* [Records drawn from a dataset]
--- START ---
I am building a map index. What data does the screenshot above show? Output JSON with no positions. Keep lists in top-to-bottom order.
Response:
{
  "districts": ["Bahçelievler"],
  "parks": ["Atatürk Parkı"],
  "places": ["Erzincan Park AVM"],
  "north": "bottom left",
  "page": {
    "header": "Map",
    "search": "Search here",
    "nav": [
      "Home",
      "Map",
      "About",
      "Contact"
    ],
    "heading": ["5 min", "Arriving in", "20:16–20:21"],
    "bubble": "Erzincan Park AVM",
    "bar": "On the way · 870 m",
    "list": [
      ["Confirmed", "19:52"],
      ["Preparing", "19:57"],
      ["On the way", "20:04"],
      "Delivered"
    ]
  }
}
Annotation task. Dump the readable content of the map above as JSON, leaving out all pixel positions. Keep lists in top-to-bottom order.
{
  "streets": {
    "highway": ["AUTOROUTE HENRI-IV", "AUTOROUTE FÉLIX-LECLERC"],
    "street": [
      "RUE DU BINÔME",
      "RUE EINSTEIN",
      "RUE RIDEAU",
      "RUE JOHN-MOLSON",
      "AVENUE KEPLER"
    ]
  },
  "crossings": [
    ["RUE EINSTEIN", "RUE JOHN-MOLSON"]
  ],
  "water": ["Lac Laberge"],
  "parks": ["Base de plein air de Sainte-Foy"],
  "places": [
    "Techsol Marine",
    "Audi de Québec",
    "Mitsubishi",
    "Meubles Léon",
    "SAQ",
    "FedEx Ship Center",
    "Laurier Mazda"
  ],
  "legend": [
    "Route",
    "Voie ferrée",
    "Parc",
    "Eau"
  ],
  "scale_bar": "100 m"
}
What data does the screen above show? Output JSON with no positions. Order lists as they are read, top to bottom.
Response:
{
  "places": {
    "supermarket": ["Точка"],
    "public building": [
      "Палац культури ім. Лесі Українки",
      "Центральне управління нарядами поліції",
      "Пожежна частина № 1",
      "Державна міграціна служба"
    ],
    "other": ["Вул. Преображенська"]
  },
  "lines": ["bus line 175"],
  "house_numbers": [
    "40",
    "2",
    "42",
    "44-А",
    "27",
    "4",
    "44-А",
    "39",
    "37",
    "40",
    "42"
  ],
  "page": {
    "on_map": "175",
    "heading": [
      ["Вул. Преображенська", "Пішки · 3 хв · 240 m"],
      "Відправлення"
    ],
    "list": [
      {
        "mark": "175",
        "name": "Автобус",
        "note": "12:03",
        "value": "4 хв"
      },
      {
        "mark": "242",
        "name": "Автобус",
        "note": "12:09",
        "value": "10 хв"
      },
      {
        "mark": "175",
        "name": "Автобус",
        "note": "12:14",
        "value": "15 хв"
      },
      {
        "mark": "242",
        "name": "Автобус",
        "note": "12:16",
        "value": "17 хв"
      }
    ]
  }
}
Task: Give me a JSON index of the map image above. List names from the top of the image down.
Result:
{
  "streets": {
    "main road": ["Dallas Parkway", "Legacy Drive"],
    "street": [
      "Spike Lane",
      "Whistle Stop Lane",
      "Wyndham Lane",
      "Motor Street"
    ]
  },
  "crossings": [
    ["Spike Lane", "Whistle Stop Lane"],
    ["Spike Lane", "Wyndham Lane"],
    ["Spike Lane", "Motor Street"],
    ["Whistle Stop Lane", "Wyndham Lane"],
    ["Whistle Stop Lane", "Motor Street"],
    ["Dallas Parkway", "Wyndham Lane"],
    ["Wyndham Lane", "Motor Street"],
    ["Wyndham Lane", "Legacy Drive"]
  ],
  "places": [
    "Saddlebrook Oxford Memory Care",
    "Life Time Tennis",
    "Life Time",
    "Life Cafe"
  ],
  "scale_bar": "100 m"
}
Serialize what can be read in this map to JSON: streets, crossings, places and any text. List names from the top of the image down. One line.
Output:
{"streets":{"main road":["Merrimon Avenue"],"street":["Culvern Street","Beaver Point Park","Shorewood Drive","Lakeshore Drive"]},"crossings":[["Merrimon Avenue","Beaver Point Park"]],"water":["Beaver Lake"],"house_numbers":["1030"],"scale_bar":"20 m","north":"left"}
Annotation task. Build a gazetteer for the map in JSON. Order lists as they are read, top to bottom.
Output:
--- END ---
* [Exercise brief] Once you have read the entries, write them all out again exactly.

* [Response to this exercise]
I am building a map index. What data does the screenshot above show? Output JSON with no positions. Keep lists in top-to-bottom order.
Response:
{
  "districts": ["Bahçelievler"],
  "parks": ["Atatürk Parkı"],
  "places": ["Erzincan Park AVM"],
  "north": "bottom left",
  "page": {
    "header": "Map",
    "search": "Search here",
    "nav": [
      "Home",
      "Map",
      "About",
      "Contact"
    ],
    "heading": ["5 min", "Arriving in", "20:16–20:21"],
    "bubble": "Erzincan Park AVM",
    "bar": "On the way · 870 m",
    "list": [
      ["Confirmed", "19:52"],
      ["Preparing", "19:57"],
      ["On the way", "20:04"],
      "Delivered"
    ]
  }
}
Annotation task. Dump the readable content of the map above as JSON, leaving out all pixel positions. Keep lists in top-to-bottom order.
{
  "streets": {
    "highway": ["AUTOROUTE HENRI-IV", "AUTOROUTE FÉLIX-LECLERC"],
    "street": [
      "RUE DU BINÔME",
      "RUE EINSTEIN",
      "RUE RIDEAU",
      "RUE JOHN-MOLSON",
      "AVENUE KEPLER"
    ]
  },
  "crossings": [
    ["RUE EINSTEIN", "RUE JOHN-MOLSON"]
  ],
  "water": ["Lac Laberge"],
  "parks": ["Base de plein air de Sainte-Foy"],
  "places": [
    "Techsol Marine",
    "Audi de Québec",
    "Mitsubishi",
    "Meubles Léon",
    "SAQ",
    "FedEx Ship Center",
    "Laurier Mazda"
  ],
  "legend": [
    "Route",
    "Voie ferrée",
    "Parc",
    "Eau"
  ],
  "scale_bar": "100 m"
}
What data does the screen above show? Output JSON with no positions. Order lists as they are read, top to bottom.
Response:
{
  "places": {
    "supermarket": ["Точка"],
    "public building": [
      "Палац культури ім. Лесі Українки",
      "Центральне управління нарядами поліції",
      "Пожежна частина № 1",
      "Державна міграціна служба"
    ],
    "other": ["Вул. Преображенська"]
  },
  "lines": ["bus line 175"],
  "house_numbers": [
    "40",
    "2",
    "42",
    "44-А",
    "27",
    "4",
    "44-А",
    "39",
    "37",
    "40",
    "42"
  ],
  "page": {
    "on_map": "175",
    "heading": [
      ["Вул. Преображенська", "Пішки · 3 хв · 240 m"],
      "Відправлення"
    ],
    "list": [
      {
        "mark": "175",
        "name": "Автобус",
        "note": "12:03",
        "value": "4 хв"
      },
      {
        "mark": "242",
        "name": "Автобус",
        "note": "12:09",
        "value": "10 хв"
      },
      {
        "mark": "175",
        "name": "Автобус",
        "note": "12:14",
        "value": "15 хв"
      },
      {
        "mark": "242",
        "name": "Автобус",
        "note": "12:16",
        "value": "17 хв"
      }
    ]
  }
}
Task: Give me a JSON index of the map image above. List names from the top of the image down.
Result:
{
  "streets": {
    "main road": ["Dallas Parkway", "Legacy Drive"],
    "street": [
      "Spike Lane",
      "Whistle Stop Lane",
      "Wyndham Lane",
      "Motor Street"
    ]
  },
  "crossings": [
    ["Spike Lane", "Whistle Stop Lane"],
    ["Spike Lane", "Wyndham Lane"],
    ["Spike Lane", "Motor Street"],
    ["Whistle Stop Lane", "Wyndham Lane"],
    ["Whistle Stop Lane", "Motor Street"],
    ["Dallas Parkway", "Wyndham Lane"],
    ["Wyndham Lane", "Motor Street"],
    ["Wyndham Lane", "Legacy Drive"]
  ],
  "places": [
    "Saddlebrook Oxford Memory Care",
    "Life Time Tennis",
    "Life Time",
    "Life Cafe"
  ],
  "scale_bar": "100 m"
}
Serialize what can be read in this map to JSON: streets, crossings, places and any text. List names from the top of the image down. One line.
Output:
{"streets":{"main road":["Merrimon Avenue"],"street":["Culvern Street","Beaver Point Park","Shorewood Drive","Lakeshore Drive"]},"crossings":[["Merrimon Avenue","Beaver Point Park"]],"water":["Beaver Lake"],"house_numbers":["1030"],"scale_bar":"20 m","north":"left"}
Annotation task. Build a gazetteer for the map in JSON. Order lists as they are read, top to bottom.
Output:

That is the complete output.